Start of RECORDS PROVIDED

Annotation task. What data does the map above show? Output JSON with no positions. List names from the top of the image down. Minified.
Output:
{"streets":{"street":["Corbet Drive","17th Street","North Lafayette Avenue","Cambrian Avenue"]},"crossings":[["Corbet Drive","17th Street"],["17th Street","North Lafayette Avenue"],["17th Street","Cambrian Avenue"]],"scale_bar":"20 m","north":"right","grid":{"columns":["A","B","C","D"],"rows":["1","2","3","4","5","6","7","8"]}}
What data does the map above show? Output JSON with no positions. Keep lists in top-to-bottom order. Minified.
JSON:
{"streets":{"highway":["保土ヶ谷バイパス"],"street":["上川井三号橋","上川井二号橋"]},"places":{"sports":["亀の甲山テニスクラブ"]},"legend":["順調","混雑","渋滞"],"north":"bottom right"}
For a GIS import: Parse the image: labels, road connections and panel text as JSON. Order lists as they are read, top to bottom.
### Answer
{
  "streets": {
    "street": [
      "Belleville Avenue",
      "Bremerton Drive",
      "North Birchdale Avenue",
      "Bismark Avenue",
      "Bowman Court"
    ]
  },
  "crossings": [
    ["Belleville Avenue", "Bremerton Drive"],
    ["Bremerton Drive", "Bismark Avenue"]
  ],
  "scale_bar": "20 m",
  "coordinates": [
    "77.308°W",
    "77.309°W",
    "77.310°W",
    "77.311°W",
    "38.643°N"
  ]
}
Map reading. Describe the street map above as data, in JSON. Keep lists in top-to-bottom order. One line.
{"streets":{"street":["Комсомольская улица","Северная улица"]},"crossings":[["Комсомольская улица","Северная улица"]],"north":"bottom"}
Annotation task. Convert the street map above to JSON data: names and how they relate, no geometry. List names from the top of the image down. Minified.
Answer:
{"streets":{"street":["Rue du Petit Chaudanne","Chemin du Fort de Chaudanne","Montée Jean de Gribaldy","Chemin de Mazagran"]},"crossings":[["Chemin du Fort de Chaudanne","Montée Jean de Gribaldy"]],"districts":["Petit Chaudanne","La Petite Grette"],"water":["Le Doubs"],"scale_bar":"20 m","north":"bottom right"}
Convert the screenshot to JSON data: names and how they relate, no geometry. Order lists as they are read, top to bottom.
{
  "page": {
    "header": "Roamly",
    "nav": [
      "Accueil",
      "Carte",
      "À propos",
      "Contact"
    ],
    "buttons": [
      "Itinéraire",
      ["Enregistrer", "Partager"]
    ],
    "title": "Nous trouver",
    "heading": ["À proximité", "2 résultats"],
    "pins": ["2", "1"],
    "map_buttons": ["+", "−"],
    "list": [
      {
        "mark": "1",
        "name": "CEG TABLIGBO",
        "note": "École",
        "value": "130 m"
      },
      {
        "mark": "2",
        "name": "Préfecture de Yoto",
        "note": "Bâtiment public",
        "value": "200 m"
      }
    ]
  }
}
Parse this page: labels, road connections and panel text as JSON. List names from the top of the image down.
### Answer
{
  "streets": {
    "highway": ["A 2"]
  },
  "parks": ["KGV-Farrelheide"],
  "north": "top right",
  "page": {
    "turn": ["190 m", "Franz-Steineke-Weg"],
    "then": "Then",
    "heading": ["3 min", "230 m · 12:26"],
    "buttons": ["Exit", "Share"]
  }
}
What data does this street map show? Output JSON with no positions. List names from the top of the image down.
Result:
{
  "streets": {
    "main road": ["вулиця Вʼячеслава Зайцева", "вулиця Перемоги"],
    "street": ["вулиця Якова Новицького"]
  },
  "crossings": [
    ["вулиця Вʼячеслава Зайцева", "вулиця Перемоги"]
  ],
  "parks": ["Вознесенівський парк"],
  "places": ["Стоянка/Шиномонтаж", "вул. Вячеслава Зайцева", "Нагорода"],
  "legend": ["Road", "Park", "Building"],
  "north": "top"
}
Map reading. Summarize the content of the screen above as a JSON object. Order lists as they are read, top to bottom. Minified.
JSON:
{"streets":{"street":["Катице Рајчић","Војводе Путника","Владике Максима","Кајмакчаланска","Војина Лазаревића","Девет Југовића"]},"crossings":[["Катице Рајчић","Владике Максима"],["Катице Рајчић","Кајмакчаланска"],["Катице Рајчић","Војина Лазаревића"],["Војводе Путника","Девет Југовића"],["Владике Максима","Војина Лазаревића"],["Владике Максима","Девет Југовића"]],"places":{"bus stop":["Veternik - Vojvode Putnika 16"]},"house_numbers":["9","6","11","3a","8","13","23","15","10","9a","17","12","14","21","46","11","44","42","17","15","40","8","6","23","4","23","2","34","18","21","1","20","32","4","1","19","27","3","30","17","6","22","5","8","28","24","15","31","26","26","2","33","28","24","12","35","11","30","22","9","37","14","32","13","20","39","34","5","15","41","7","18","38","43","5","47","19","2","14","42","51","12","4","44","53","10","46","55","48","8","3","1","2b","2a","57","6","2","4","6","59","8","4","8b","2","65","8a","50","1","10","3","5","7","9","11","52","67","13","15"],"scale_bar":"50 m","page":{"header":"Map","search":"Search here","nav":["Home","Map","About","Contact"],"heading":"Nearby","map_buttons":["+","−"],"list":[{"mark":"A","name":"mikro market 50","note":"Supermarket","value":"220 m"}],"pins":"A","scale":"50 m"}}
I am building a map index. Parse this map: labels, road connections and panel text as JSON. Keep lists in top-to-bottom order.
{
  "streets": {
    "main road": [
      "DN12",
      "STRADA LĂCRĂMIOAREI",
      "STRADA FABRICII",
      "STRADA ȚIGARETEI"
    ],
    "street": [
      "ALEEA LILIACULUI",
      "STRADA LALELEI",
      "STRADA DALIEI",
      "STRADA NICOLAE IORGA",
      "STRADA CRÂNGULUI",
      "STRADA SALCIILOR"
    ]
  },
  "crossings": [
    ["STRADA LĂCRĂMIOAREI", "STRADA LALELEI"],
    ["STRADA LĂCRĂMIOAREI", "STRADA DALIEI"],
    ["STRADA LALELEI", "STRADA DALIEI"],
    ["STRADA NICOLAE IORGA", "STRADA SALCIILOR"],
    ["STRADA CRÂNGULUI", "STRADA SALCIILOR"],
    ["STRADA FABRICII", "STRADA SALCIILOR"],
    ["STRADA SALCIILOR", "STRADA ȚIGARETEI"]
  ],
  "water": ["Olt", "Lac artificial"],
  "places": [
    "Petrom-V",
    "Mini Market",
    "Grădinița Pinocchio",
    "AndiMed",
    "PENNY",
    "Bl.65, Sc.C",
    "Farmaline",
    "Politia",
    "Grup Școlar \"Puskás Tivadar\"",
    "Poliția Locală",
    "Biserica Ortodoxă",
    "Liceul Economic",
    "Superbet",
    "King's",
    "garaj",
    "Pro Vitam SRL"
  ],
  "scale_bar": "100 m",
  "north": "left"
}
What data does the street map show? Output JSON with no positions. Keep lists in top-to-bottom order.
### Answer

End of RECORDS PROVIDED

> [TASK PROMPT] An exact reproduction of the listing is needed.

> [RESPONSE TO THIS TASK]
Annotation task. What data does the map above show? Output JSON with no positions. List names from the top of the image down. Minified.
Output:
{"streets":{"street":["Corbet Drive","17th Street","North Lafayette Avenue","Cambrian Avenue"]},"crossings":[["Corbet Drive","17th Street"],["17th Street","North Lafayette Avenue"],["17th Street","Cambrian Avenue"]],"scale_bar":"20 m","north":"right","grid":{"columns":["A","B","C","D"],"rows":["1","2","3","4","5","6","7","8"]}}
What data does the map above show? Output JSON with no positions. Keep lists in top-to-bottom order. Minified.
JSON:
{"streets":{"highway":["保土ヶ谷バイパス"],"street":["上川井三号橋","上川井二号橋"]},"places":{"sports":["亀の甲山テニスクラブ"]},"legend":["順調","混雑","渋滞"],"north":"bottom right"}
For a GIS import: Parse the image: labels, road connections and panel text as JSON. Order lists as they are read, top to bottom.
### Answer
{
  "streets": {
    "street": [
      "Belleville Avenue",
      "Bremerton Drive",
      "North Birchdale Avenue",
      "Bismark Avenue",
      "Bowman Court"
    ]
  },
  "crossings": [
    ["Belleville Avenue", "Bremerton Drive"],
    ["Bremerton Drive", "Bismark Avenue"]
  ],
  "scale_bar": "20 m",
  "coordinates": [
    "77.308°W",
    "77.309°W",
    "77.310°W",
    "77.311°W",
    "38.643°N"
  ]
}
Map reading. Describe the street map above as data, in JSON. Keep lists in top-to-bottom order. One line.
{"streets":{"street":["Комсомольская улица","Северная улица"]},"crossings":[["Комсомольская улица","Северная улица"]],"north":"bottom"}
Annotation task. Convert the street map above to JSON data: names and how they relate, no geometry. List names from the top of the image down. Minified.
Answer:
{"streets":{"street":["Rue du Petit Chaudanne","Chemin du Fort de Chaudanne","Montée Jean de Gribaldy","Chemin de Mazagran"]},"crossings":[["Chemin du Fort de Chaudanne","Montée Jean de Gribaldy"]],"districts":["Petit Chaudanne","La Petite Grette"],"water":["Le Doubs"],"scale_bar":"20 m","north":"bottom right"}
Convert the screenshot to JSON data: names and how they relate, no geometry. Order lists as they are read, top to bottom.
{
  "page": {
    "header": "Roamly",
    "nav": [
      "Accueil",
      "Carte",
      "À propos",
      "Contact"
    ],
    "buttons": [
      "Itinéraire",
      ["Enregistrer", "Partager"]
    ],
    "title": "Nous trouver",
    "heading": ["À proximité", "2 résultats"],
    "pins": ["2", "1"],
    "map_buttons": ["+", "−"],
    "list": [
      {
        "mark": "1",
        "name": "CEG TABLIGBO",
        "note": "École",
        "value": "130 m"
      },
      {
        "mark": "2",
        "name": "Préfecture de Yoto",
        "note": "Bâtiment public",
        "value": "200 m"
      }
    ]
  }
}
Parse this page: labels, road connections and panel text as JSON. List names from the top of the image down.
### Answer
{
  "streets": {
    "highway": ["A 2"]
  },
  "parks": ["KGV-Farrelheide"],
  "north": "top right",
  "page": {
    "turn": ["190 m", "Franz-Steineke-Weg"],
    "then": "Then",
    "heading": ["3 min", "230 m · 12:26"],
    "buttons": ["Exit", "Share"]
  }
}
What data does this street map show? Output JSON with no positions. List names from the top of the image down.
Result:
{
  "streets": {
    "main road": ["вулиця Вʼячеслава Зайцева", "вулиця Перемоги"],
    "street": ["вулиця Якова Новицького"]
  },
  "crossings": [
    ["вулиця Вʼячеслава Зайцева", "вулиця Перемоги"]
  ],
  "parks": ["Вознесенівський парк"],
  "places": ["Стоянка/Шиномонтаж", "вул. Вячеслава Зайцева", "Нагорода"],
  "legend": ["Road", "Park", "Building"],
  "north": "top"
}
Map reading. Summarize the content of the screen above as a JSON object. Order lists as they are read, top to bottom. Minified.
JSON:
{"streets":{"street":["Катице Рајчић","Војводе Путника","Владике Максима","Кајмакчаланска","Војина Лазаревића","Девет Југовића"]},"crossings":[["Катице Рајчић","Владике Максима"],["Катице Рајчић","Кајмакчаланска"],["Катице Рајчић","Војина Лазаревића"],["Војводе Путника","Девет Југовића"],["Владике Максима","Војина Лазаревића"],["Владике Максима","Девет Југовића"]],"places":{"bus stop":["Veternik - Vojvode Putnika 16"]},"house_numbers":["9","6","11","3a","8","13","23","15","10","9a","17","12","14","21","46","11","44","42","17","15","40","8","6","23","4","23","2","34","18","21","1","20","32","4","1","19","27","3","30","17","6","22","5","8","28","24","15","31","26","26","2","33","28","24","12","35","11","30","22","9","37","14","32","13","20","39","34","5","15","41","7","18","38","43","5","47","19","2","14","42","51","12","4","44","53","10","46","55","48","8","3","1","2b","2a","57","6","2","4","6","59","8","4","8b","2","65","8a","50","1","10","3","5","7","9","11","52","67","13","15"],"scale_bar":"50 m","page":{"header":"Map","search":"Search here","nav":["Home","Map","About","Contact"],"heading":"Nearby","map_buttons":["+","−"],"list":[{"mark":"A","name":"mikro market 50","note":"Supermarket","value":"220 m"}],"pins":"A","scale":"50 m"}}
I am building a map index. Parse this map: labels, road connections and panel text as JSON. Keep lists in top-to-bottom order.
{
  "streets": {
    "main road": [
      "DN12",
      "STRADA LĂCRĂMIOAREI",
      "STRADA FABRICII",
      "STRADA ȚIGARETEI"
    ],
    "street": [
      "ALEEA LILIACULUI",
      "STRADA LALELEI",
      "STRADA DALIEI",
      "STRADA NICOLAE IORGA",
      "STRADA CRÂNGULUI",
      "STRADA SALCIILOR"
    ]
  },
  "crossings": [
    ["STRADA LĂCRĂMIOAREI", "STRADA LALELEI"],
    ["STRADA LĂCRĂMIOAREI", "STRADA DALIEI"],
    ["STRADA LALELEI", "STRADA DALIEI"],
    ["STRADA NICOLAE IORGA", "STRADA SALCIILOR"],
    ["STRADA CRÂNGULUI", "STRADA SALCIILOR"],
    ["STRADA FABRICII", "STRADA SALCIILOR"],
    ["STRADA SALCIILOR", "STRADA ȚIGARETEI"]
  ],
  "water": ["Olt", "Lac artificial"],
  "places": [
    "Petrom-V",
    "Mini Market",
    "Grădinița Pinocchio",
    "AndiMed",
    "PENNY",
    "Bl.65, Sc.C",
    "Farmaline",
    "Politia",
    "Grup Școlar \"Puskás Tivadar\"",
    "Poliția Locală",
    "Biserica Ortodoxă",
    "Liceul Economic",
    "Superbet",
    "King's",
    "garaj",
    "Pro Vitam SRL"
  ],
  "scale_bar": "100 m",
  "north": "left"
}
What data does the street map show? Output JSON with no positions. Keep lists in top-to-bottom order.
### Answer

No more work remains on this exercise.